Lihat juga
Sepertinya minat untuk membeli dolar AS sedikit berkurang di akhir pekan, namun hal ini tidak menghapus tingginya permintaan yang masih berkelanjutan terhadap mata uang tersebut.
Dolar hanya menunjukkan respon yang terbatas terhadap berita bahwa indikator inflasi yang disukai oleh Federal Reserve muncul sesuai dengan harapan. Seperti yang dilaporkan, indeks harga PCE inti mengalami kenaikan 0,4 persen dari bulan ke bulan pada bulan Mei, dan meningkat menjadi 4,1 persen dari tahun ke tahun. Angka ini sedikit lebih tinggi dari perkiraan, yang menunjukkan bahwa tekanan inflasi masih berlangsung meskipun upaya bank sentral untuk mengendalikannya.
Perlu dicatat bahwa metrik inflasi yang diperhatikan oleh The Fed sangat penting dalam menentukan kebijakan moneter.

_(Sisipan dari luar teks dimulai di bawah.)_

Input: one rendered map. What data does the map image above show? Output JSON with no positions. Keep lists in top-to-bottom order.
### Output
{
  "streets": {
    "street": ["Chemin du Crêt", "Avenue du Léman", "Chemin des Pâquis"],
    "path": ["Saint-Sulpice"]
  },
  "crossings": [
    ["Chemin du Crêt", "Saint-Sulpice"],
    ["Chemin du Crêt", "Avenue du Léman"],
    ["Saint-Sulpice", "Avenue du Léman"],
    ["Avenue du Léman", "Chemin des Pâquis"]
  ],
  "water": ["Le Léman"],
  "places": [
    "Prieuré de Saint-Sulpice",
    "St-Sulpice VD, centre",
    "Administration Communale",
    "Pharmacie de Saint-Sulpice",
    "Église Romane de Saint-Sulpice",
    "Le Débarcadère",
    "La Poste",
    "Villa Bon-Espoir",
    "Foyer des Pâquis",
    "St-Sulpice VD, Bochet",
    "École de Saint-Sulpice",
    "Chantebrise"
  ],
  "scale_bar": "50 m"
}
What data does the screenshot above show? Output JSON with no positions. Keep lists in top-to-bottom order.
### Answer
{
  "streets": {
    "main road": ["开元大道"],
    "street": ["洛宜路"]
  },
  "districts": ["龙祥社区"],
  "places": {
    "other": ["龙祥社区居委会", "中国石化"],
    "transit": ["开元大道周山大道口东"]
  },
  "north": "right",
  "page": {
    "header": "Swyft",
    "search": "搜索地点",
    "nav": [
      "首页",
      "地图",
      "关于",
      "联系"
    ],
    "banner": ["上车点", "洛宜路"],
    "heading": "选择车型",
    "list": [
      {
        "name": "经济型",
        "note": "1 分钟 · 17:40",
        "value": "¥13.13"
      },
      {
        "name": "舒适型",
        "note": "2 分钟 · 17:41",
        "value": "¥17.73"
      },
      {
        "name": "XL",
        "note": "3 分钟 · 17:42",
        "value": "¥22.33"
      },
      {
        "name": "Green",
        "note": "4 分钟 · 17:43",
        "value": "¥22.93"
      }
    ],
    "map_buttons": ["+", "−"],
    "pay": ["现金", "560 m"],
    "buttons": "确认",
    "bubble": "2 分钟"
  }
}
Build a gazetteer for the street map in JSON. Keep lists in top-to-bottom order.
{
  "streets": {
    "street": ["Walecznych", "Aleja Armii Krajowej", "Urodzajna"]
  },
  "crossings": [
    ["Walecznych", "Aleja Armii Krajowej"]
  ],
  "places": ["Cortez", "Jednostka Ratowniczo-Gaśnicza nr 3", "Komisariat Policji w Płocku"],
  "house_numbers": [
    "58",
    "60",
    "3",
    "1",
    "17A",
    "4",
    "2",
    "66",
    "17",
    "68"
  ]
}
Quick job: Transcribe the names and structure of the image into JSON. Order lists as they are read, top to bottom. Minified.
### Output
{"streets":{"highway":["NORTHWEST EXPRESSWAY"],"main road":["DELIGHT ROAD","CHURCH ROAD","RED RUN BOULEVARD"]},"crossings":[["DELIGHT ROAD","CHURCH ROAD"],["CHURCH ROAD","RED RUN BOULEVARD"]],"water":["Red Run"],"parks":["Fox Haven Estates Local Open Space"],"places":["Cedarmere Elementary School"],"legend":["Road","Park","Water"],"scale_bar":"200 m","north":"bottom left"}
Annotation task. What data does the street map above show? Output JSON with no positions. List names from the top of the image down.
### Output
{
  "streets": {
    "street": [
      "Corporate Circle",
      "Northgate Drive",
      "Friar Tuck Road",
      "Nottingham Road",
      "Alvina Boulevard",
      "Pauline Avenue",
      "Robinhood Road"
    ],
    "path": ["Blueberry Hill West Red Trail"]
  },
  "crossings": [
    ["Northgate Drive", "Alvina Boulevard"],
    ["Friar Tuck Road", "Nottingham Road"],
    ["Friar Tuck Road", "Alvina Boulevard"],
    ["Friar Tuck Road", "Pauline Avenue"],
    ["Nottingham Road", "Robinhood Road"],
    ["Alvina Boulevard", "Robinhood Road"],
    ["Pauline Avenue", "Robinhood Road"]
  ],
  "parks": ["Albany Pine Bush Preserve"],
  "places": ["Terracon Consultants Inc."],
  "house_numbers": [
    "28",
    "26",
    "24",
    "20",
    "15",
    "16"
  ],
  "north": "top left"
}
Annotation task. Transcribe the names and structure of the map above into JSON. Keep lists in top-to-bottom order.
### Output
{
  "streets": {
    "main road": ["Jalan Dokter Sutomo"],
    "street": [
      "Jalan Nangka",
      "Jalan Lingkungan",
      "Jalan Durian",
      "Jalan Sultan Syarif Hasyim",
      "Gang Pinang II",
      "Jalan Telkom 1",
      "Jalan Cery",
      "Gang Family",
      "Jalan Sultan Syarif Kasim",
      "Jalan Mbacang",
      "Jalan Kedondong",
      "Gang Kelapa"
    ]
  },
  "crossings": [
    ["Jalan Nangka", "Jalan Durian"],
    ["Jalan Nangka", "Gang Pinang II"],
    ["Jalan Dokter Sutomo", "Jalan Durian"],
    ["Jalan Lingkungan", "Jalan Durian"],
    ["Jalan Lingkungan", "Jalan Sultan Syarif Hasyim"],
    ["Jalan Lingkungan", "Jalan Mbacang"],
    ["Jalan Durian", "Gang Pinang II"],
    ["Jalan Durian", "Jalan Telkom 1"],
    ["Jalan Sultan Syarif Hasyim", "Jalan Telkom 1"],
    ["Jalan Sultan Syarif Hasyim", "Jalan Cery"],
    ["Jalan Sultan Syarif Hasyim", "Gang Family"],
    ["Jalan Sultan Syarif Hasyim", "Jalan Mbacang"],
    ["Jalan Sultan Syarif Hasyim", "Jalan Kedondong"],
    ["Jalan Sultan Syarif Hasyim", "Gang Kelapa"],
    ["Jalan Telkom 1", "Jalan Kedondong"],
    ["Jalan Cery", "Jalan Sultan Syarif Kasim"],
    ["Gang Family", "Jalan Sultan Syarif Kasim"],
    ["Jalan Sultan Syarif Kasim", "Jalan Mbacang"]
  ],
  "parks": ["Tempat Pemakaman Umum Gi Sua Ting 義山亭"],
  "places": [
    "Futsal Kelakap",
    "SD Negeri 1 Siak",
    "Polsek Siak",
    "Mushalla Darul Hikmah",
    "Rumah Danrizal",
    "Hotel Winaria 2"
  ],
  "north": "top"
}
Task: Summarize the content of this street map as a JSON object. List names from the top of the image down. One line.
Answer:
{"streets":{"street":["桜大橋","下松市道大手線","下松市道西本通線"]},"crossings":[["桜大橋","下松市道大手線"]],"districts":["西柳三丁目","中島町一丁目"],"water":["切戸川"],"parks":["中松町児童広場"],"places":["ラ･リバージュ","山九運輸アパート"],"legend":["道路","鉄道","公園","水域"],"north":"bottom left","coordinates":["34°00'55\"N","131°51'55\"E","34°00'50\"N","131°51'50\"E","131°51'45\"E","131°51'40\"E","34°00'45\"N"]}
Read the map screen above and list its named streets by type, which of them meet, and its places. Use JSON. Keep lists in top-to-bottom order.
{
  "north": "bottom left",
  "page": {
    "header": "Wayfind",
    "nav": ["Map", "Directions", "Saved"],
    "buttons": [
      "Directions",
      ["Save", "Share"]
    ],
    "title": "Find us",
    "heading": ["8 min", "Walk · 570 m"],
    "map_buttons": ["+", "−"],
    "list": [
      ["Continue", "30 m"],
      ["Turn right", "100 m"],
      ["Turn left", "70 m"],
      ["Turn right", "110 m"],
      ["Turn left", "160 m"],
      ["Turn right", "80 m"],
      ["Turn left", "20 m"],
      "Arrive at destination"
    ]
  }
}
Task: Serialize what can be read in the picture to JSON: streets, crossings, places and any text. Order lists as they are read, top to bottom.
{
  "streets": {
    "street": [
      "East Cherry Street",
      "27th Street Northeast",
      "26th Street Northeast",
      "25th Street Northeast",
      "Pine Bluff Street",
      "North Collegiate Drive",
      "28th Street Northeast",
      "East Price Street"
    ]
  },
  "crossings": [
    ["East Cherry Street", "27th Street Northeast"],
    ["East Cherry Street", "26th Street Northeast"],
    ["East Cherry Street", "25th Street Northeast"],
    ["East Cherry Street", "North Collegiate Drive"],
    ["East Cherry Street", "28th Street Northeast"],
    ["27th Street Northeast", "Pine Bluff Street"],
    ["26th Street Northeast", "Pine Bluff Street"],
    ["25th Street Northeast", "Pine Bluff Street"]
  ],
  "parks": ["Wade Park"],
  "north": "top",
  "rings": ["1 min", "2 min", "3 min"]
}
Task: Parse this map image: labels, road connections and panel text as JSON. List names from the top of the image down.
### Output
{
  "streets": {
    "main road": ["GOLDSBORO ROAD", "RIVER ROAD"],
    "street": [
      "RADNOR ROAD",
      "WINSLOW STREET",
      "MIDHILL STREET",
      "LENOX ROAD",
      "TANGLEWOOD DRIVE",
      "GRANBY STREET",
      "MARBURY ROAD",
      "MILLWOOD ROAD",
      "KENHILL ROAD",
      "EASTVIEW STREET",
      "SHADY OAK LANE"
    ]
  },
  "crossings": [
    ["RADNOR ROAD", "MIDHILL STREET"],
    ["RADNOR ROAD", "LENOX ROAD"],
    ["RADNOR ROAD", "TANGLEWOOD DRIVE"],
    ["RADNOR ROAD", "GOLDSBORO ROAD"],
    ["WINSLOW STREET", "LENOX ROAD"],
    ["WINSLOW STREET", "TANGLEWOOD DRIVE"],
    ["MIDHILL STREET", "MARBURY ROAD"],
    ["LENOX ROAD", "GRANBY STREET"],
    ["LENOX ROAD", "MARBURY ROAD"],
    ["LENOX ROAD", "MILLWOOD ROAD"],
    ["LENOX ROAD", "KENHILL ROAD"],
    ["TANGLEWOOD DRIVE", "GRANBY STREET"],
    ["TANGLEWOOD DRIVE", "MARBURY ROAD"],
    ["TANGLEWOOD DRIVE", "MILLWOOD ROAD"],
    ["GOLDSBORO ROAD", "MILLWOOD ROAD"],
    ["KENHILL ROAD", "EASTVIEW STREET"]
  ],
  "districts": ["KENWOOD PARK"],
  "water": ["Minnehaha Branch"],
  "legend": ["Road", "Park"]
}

Peningkatan angka PCE inti, yang tidak memasukkan harga makanan dan energi yang fluktuatif, hingga 3,4 persen dari tahun ke tahun menimbulkan kekhawatiran bahwa inflasi mungkin lebih berkepanjangan daripada yang diperkirakan sebelumnya.
Meskipun ada sinyal inflasi tersebut, pasar tampaknya enggan membuat langkah signifikan untuk beberapa waktu ke depan. Mungkin para pelaku pasar sedang menunggu sinyal baru dari The Fed. Di sisi lain, data PDB untuk kuartal pertama menunjukkan hasil yang lebih positif. Ekonomi AS tumbuh 2,1 persen, jauh lebih baik daripada yang diperkirakan sebelumnya. Angka ini mencerminkan ketahanan kegiatan bisnis dan permintaan konsumen, yang dapat menyusutkan kekhawatiran terkait inflasi.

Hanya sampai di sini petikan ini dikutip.